(Beginning of Data section)

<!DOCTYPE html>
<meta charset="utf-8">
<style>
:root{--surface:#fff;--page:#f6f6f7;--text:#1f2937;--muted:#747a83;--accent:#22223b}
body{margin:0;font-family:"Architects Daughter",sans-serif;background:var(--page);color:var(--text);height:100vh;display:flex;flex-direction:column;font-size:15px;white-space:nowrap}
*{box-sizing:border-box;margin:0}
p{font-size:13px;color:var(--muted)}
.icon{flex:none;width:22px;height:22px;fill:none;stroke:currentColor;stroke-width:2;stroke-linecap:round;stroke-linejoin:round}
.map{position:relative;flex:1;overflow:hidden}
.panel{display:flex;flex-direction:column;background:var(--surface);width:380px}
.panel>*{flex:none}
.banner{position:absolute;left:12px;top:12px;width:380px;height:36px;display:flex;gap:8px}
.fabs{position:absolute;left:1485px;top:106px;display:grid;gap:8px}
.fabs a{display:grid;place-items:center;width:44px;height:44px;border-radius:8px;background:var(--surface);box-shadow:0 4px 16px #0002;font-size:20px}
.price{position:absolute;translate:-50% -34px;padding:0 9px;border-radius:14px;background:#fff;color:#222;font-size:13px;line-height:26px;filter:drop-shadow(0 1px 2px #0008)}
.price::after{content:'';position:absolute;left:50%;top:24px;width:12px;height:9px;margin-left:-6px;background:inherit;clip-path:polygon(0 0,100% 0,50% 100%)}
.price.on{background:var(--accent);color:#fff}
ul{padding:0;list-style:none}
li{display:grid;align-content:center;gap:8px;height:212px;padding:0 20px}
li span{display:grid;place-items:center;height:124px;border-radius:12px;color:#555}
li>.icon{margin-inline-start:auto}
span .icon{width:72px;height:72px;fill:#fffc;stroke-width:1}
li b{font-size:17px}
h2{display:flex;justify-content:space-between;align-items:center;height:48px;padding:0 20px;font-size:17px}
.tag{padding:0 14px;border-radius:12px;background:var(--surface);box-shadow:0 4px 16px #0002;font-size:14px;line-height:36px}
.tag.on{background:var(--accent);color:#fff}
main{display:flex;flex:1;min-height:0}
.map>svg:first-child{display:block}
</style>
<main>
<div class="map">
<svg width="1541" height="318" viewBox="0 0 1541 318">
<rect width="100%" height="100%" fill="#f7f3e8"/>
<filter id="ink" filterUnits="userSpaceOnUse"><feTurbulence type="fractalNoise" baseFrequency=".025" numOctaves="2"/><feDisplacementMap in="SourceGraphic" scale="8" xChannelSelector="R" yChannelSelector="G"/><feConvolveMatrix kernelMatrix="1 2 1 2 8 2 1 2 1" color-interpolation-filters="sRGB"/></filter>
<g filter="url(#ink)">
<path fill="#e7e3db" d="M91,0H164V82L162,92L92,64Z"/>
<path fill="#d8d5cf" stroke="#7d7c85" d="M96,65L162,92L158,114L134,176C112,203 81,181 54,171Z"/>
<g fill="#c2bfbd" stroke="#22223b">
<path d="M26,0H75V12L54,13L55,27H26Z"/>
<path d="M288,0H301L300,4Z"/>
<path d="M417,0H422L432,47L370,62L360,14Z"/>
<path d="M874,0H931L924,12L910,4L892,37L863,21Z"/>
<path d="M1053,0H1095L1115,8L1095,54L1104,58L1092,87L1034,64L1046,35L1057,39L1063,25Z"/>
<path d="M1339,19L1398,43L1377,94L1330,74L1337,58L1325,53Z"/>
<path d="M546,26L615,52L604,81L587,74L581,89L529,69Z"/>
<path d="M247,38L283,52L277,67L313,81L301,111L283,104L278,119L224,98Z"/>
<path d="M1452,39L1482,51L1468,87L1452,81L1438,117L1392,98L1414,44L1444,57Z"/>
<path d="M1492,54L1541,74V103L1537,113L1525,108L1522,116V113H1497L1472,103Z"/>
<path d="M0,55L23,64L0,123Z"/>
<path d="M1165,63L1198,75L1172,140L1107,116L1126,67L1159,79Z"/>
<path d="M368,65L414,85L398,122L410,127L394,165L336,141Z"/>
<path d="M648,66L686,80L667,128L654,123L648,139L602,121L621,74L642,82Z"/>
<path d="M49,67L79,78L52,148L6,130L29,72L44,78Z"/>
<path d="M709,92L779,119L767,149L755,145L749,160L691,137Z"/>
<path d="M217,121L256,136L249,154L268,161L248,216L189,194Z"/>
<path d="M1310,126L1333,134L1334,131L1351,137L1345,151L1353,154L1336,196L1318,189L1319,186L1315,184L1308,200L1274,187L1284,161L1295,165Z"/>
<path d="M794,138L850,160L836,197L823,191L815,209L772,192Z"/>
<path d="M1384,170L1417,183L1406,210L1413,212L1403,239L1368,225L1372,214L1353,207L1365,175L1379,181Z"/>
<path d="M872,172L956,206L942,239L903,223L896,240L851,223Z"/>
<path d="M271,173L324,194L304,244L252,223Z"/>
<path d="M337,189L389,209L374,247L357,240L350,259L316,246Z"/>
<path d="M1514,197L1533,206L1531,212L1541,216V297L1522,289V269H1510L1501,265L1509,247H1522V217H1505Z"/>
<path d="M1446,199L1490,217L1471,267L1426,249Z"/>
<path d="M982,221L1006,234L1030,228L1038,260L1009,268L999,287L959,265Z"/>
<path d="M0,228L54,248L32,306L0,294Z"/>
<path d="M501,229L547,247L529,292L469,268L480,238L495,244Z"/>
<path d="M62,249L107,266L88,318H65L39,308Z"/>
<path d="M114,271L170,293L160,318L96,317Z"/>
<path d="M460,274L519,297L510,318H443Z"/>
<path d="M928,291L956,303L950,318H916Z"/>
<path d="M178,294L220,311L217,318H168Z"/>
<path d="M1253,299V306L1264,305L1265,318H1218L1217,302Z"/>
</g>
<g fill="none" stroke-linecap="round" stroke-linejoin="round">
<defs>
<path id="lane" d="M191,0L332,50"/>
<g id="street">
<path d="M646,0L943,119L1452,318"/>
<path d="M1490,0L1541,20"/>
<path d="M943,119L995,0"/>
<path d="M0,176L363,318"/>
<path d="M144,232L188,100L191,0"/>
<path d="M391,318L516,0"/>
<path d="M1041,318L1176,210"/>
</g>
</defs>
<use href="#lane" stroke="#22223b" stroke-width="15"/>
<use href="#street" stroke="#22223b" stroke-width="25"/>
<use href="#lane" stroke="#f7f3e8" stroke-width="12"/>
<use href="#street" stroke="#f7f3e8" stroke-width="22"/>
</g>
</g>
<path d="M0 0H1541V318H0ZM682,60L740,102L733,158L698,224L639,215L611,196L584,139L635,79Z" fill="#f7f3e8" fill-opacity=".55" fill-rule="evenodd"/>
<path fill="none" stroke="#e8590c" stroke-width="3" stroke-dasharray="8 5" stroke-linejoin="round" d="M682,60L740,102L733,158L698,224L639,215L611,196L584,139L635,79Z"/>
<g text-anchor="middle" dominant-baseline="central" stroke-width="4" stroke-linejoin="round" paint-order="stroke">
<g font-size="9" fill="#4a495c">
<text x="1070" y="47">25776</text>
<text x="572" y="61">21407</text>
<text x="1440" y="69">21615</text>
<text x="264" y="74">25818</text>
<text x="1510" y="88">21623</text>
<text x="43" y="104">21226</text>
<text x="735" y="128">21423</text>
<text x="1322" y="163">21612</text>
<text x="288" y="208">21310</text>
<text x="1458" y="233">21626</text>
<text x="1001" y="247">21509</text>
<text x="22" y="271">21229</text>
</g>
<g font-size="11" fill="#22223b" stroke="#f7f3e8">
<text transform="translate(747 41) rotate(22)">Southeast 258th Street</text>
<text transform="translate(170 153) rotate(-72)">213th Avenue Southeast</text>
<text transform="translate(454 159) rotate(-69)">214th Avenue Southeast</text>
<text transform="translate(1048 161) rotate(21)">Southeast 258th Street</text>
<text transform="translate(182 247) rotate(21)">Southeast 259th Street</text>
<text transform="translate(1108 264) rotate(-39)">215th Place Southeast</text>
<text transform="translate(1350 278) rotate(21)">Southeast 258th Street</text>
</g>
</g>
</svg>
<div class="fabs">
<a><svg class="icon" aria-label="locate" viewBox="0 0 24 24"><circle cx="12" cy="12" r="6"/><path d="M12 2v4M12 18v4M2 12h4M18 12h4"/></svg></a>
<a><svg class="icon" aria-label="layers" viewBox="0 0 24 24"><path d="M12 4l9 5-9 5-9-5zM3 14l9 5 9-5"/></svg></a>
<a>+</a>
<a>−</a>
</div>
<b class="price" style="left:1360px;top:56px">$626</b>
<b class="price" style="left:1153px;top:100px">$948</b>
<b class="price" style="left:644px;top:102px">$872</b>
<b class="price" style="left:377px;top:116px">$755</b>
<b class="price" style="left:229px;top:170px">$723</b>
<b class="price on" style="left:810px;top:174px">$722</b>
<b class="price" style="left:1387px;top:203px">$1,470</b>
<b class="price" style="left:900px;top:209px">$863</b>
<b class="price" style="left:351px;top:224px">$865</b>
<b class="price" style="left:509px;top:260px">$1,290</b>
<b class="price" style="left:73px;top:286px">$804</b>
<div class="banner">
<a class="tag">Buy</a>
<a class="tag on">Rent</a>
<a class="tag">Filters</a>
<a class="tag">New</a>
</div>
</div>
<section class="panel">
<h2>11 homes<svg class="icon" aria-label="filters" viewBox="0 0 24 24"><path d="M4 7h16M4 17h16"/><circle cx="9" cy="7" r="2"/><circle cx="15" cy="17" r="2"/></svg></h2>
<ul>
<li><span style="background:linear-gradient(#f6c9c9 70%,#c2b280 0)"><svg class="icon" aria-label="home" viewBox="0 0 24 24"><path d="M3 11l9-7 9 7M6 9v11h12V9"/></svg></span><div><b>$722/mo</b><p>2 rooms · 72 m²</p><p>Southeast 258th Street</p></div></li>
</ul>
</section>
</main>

(End of Data section)

How to complete this task. Taking the material above, report how many of its lines contain the word "fabs". Add nothing else.

Answer area. 3